Whenever an image turns up, omit it and return the remaining data exactly.

» Data shown
-- -- --

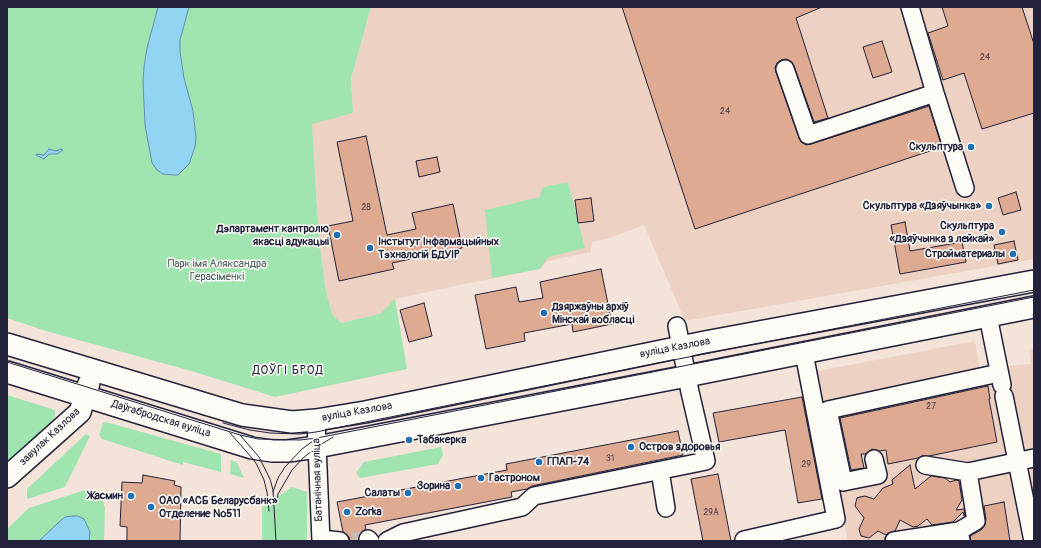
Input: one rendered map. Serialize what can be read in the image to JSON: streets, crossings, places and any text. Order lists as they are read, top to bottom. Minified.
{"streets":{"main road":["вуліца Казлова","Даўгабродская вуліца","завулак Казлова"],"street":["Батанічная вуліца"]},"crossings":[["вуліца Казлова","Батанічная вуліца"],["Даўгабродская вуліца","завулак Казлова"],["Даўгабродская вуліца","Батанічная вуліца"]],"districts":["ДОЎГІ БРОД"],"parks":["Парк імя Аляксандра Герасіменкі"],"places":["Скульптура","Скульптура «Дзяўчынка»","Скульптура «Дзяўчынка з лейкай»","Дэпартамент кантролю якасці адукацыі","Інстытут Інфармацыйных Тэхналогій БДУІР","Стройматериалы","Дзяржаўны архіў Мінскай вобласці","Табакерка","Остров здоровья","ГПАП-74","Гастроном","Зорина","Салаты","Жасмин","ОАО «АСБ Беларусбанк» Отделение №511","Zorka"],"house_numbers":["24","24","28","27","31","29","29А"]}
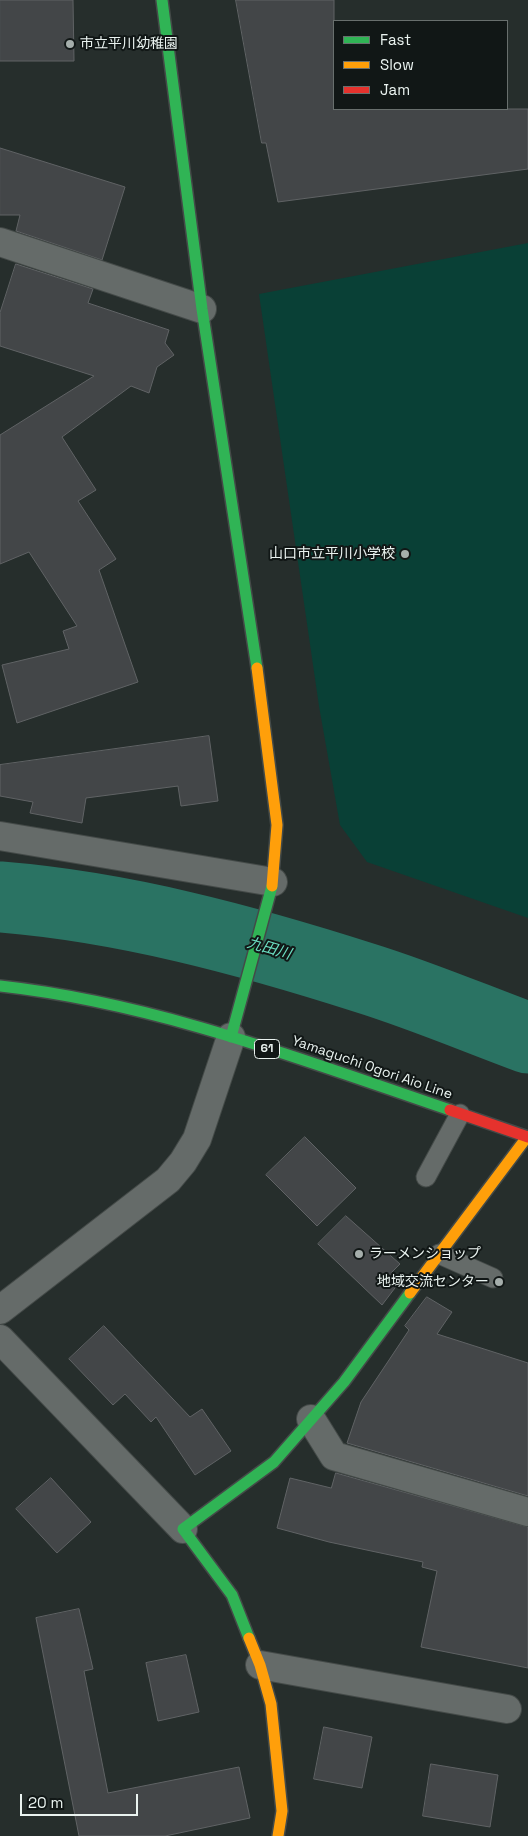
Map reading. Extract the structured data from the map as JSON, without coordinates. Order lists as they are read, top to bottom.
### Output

-- -- --

» Solution for this exercise
Input: one rendered map. Serialize what can be read in the image to JSON: streets, crossings, places and any text. Order lists as they are read, top to bottom. Minified.
{"streets":{"main road":["вуліца Казлова","Даўгабродская вуліца","завулак Казлова"],"street":["Батанічная вуліца"]},"crossings":[["вуліца Казлова","Батанічная вуліца"],["Даўгабродская вуліца","завулак Казлова"],["Даўгабродская вуліца","Батанічная вуліца"]],"districts":["ДОЎГІ БРОД"],"parks":["Парк імя Аляксандра Герасіменкі"],"places":["Скульптура","Скульптура «Дзяўчынка»","Скульптура «Дзяўчынка з лейкай»","Дэпартамент кантролю якасці адукацыі","Інстытут Інфармацыйных Тэхналогій БДУІР","Стройматериалы","Дзяржаўны архіў Мінскай вобласці","Табакерка","Остров здоровья","ГПАП-74","Гастроном","Зорина","Салаты","Жасмин","ОАО «АСБ Беларусбанк» Отделение №511","Zorka"],"house_numbers":["24","24","28","27","31","29","29А"]}
Map reading. Extract the structured data from the map as JSON, without coordinates. Order lists as they are read, top to bottom.
### Output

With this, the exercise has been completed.